- [How to complete this task]:
Whenever a line in the data contains "function", show that line.

▼

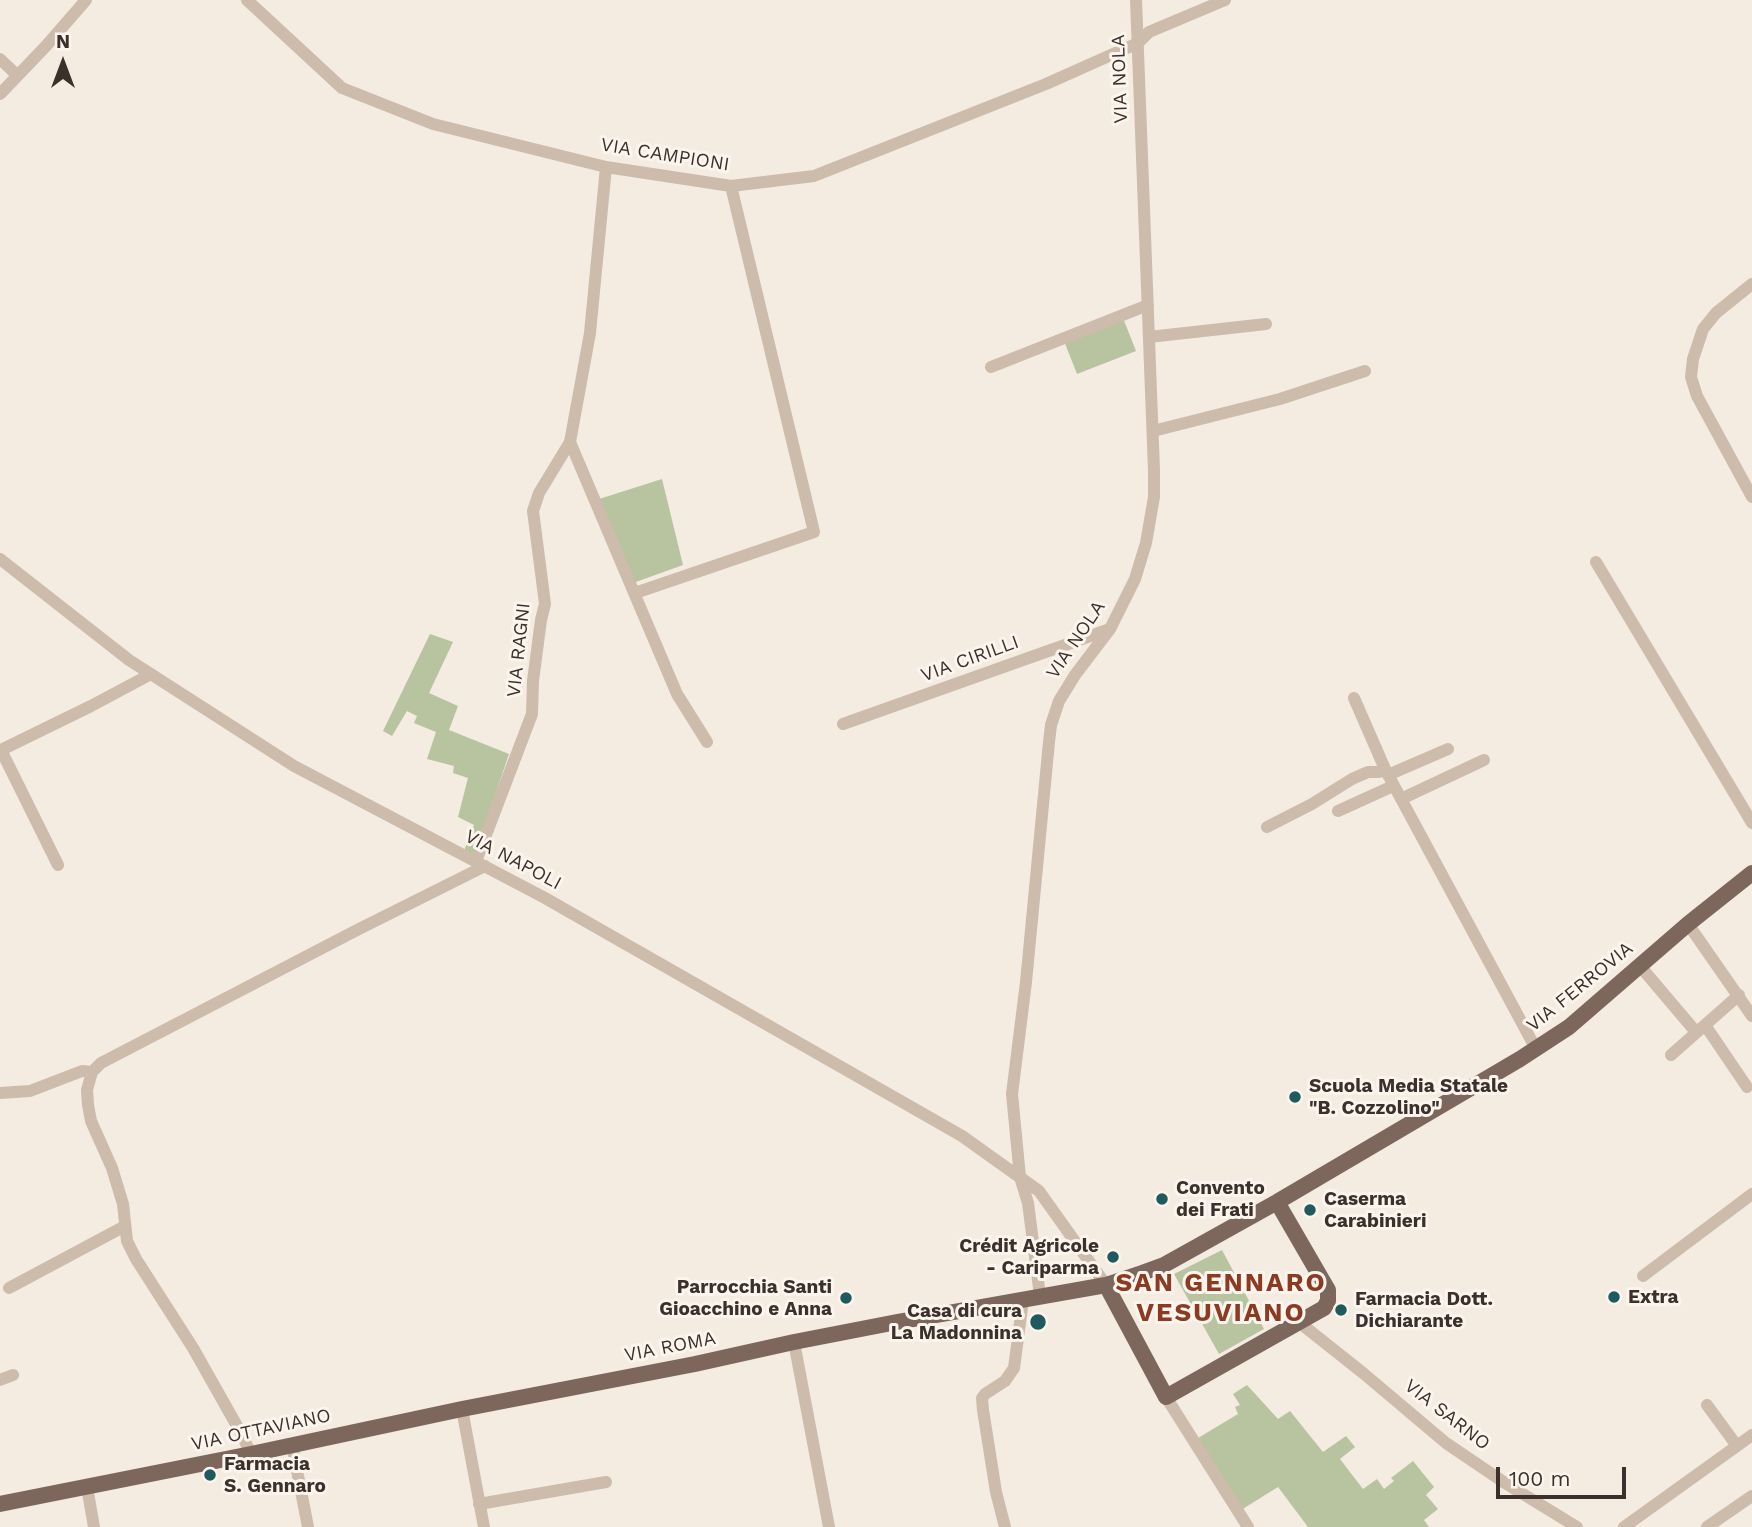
<!DOCTYPE html>
<html>
<head>
<meta charset="utf-8">
<style>
  body { margin:0 }
  #map { position:relative; width:1752px; height:1527px; overflow:hidden; background:#f4ebe1; font-family:"Work Sans",sans-serif }
  canvas { display:block }
  .north { position:absolute; left:28px; top:28px; width:70px; height:70px; -webkit-text-stroke:5px #fbf5ee; paint-order:stroke; rotate:0deg; font-size:19px; font-weight:700; line-height:28px; text-align:center; color:#3b302b }
  .north::after { content:''; display:block; margin:auto; width:24px; height:32px; background:#3b302b; clip-path:polygon(50% 0,100% 100%,50% 72%,0 100%) }
  .scale { position:absolute; left:1496px; top:1467px; width:130px; height:32px; box-sizing:border-box; border:4px solid #3b302b; border-top:0; padding-left:9px; font-size:21px; line-height:24px; white-space:nowrap; color:#3b302b; -webkit-text-stroke:5px #fbf5ee; paint-order:stroke }
</style>
</head>
<body>
<div id="map">
<canvas width="1752" height="1527"></canvas>
<div class="north">N</div>
<div class="scale">100 m</div>
</div>
<script>
const context = document.querySelector('canvas').getContext('2d');
context.lineJoin = 'round';
function paint(path, color) { context.fillStyle = color; context.fill(path, 'evenodd'); }
const toPath = rows => new Path2D(rows.map(r => 'M' + r).join(''));
function stroke(path, color, width, dash) { context.strokeStyle = color; context.lineWidth = width; context.lineCap = dash ? 'butt' : 'round'; context.setLineDash(dash || []); context.stroke(path); }
function label(font, color, halo, rows, align = 'center') {
  context.font = font + ' "Work Sans",sans-serif'; context.lineWidth = 6; context.setLineDash([]); context.textBaseline = 'middle'; context.strokeStyle = halo; context.fillStyle = color; for (const [text, x, y, turn = 0] of rows) {
    context.save(); context.translate(x, y); context.rotate((+turn || 0) * Math.PI / 180); context.textAlign = isNaN(turn) ? turn : align; if (halo) context.strokeText(text, 0, 0); context.fillText(text, 0, 0); context.restore();
  }
}
const green = toPath([
  [1123,318,1136,351,1077,374,1064,341],
  [662,479,683,565,633,583,596,500],
  [430,634,453,642,429,693,458,706,449,730,509,754,474,857,464,851,474,825,458,817,468,778,453,773,454,766,427,759,436,732,414,723,417,716,407,711,392,736,383,731],
  [1222,1250,1264,1329,1219,1354,1174,1274],
  [1247,1385,1278,1419,1290,1411,1323,1452,1346,1436,1355,1447,1340,1459,1363,1489,1377,1479,1384,1489,1394,1481,1391,1478,1413,1461,1434,1487,1426,1495,1438,1509,1424,1520,1429,1527,1308,1527,1278,1487,1241,1510,1198,1438,1238,1414,1235,1407,1240,1405,1233,1394]
]);
const minor = toPath([
  [247,0,342,88,433,124,606,167,731,186,814,176,1046,84,1138,43,1149,32,1225,0],
  [0,59,17,75],
  [0,94,46,46,86,0],
  [606,167,590,333,570,442,677,694,707,742],
  [1752,284,1716,313,1703,329,1693,359,1691,377,1697,396,1752,497],
  [1149,337,1266,324],
  [991,367,1148,305],
  [1153,431,1280,399,1365,371],
  [0,559,129,660,294,766,545,898,962,1136,1039,1191,1106,1285],
  [1596,562,1752,823],
  [635,593,814,532,731,186],
  [1354,698,1385,769],
  [843,724,1110,629],
  [1388,775,1448,749],
  [1401,799,1484,760],
  [1338,811,1393,786],
  [1267,827,1312,804,1352,779,1368,772,1379,772,1385,769,1536,1049],
  [476,861,532,714,533,681,541,620,545,604,533,511,539,493,570,442],
  [58,865,1,750,91,706,151,674],
  [1688,924,1752,1016],
  [1640,966,1696,1032],
  [1705,1025,1747,1087],
  [1671,1055,1739,995],
  [0,1093,30,1091,82,1071,92,1072],
  [1643,1276,1752,1194],
  [9,1288,125,1226],
  [1040,1296,1028,1203,1020,1177,1012,1094,1026,982,1049,742,1051,725,1059,701,1075,675,1110,629,1135,579,1146,543,1154,497,1154,470,1136,0],
  [1300,1323,1363,1373,1446,1443,1505,1483,1577,1527],
  [794,1342,829,1527],
  [0,1380,13,1375],
  [1166,1397,1248,1527],
  [1707,1405,1737,1446],
  [462,1409,484,1527],
  [292,1445,308,1527],
  [251,1454,241,1433,193,1348,136,1259,127,1241,123,1204,112,1168,91,1121,88,1105,87,1090,92,1072,101,1063,359,929,485,866],
  [87,1487,94,1527],
  [479,1504,606,1482],
  [1005,1527,996,1492,983,1410,982,1398,985,1394,1005,1381,1014,1368,1023,1300],
  [1624,1527,1752,1435],
  [1707,1527,1752,1496]
]);
const major = toPath([
  [1106,1285,1166,1397,1324,1308,1328,1301,1328,1290,1277,1202],
  [0,1504,251,1454,462,1409,695,1364,794,1342,897,1322,1106,1285,1142,1273,1164,1265,1277,1202,1520,1059,1569,1027,1688,924,1752,873]
]);
const markers = [
  [1295,1097,7,"#1f5a5e"],
  [1162,1199,7,"#1f5a5e"],
  [1310,1210,7,"#1f5a5e"],
  [1113,1257,7,"#1f5a5e"],
  [1614,1297,7,"#1f5a5e"],
  [846,1298,7,"#1f5a5e"],
  [1341,1310,7,"#1f5a5e"],
  [1038,1322,9,"#1f5a5e"],
  [210,1475,7,"#1f5a5e"]
];
const streetNames = [
  ["VIA NOLA",1120,79,-92],
  ["VIA CAMPIONI",665,155,9],
  ["VIA NOLA",1076,640,-56],
  ["VIA RAGNI",519,650,-84],
  ["VIA CIRILLI",970,659,-20],
  ["VIA NAPOLI",513,860,28],
  ["VIA FERROVIA",1580,987,-39],
  ["VIA ROMA",670,1347,-11],
  ["VIA SARNO",1447,1415,38],
  ["VIA OTTAVIANO",261,1430,-12]
];
const poiNames = [
  ["Scuola Media Statale",1309,1086],
  ["\"B. Cozzolino\"",1309,1108],
  ["Convento",1176,1188],
  ["dei Frati",1176,1210],
  ["Caserma",1324,1199],
  ["Carabinieri",1324,1221],
  ["Crédit Agricole",1099,1246,"right"],
  ["- Cariparma",1099,1268,"right"],
  ["Parrocchia Santi",832,1287,"right"],
  ["Gioacchino e Anna",832,1309,"right"],
  ["Extra",1628,1297],
  ["Farmacia Dott.",1355,1299],
  ["Dichiarante",1355,1321],
  ["Casa di cura",1022,1311,"right"],
  ["La Madonnina",1022,1333,"right"],
  ["Farmacia",224,1464],
  ["S. Gennaro",224,1486]
];
const districtNames = [
  ["SAN GENNARO",1221,1283],
  ["VESUVIANO",1221,1313]
];
paint(green, '#b8c4a0');
stroke(minor, '#cdbbac', 12);
stroke(major, '#7d675c', 16);
for (const [x, y, r, color] of markers) { const dot = new Path2D(); dot.arc(x, y, r, 0, 2 * Math.PI); context.fillStyle = color; context.fill(dot); stroke(dot, '#fbf5ee', 2.5); }
label('19px', '#3b302b', '#fbf5ee', streetNames);
label('bold 19px', '#3b302b', '#fbf5ee', poiNames, 'left');
context.letterSpacing = '2px';
label('bold 26px', '#8c3b22', '#fbf5ee', districtNames);
context.letterSpacing = '0px';
</script>
</body>
</html>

▲

- [Answer section]:
function paint(path, color) { context.fillStyle = color; context.fill(path, 'evenodd'); }
function stroke(path, color, width, dash) { context.strokeStyle = color; context.lineWidth = width; context.lineCap = dash ? 'butt' : 'round'; context.setLineDash(dash || []); context.stroke(path); }
function label(font, color, halo, rows, align = 'center') {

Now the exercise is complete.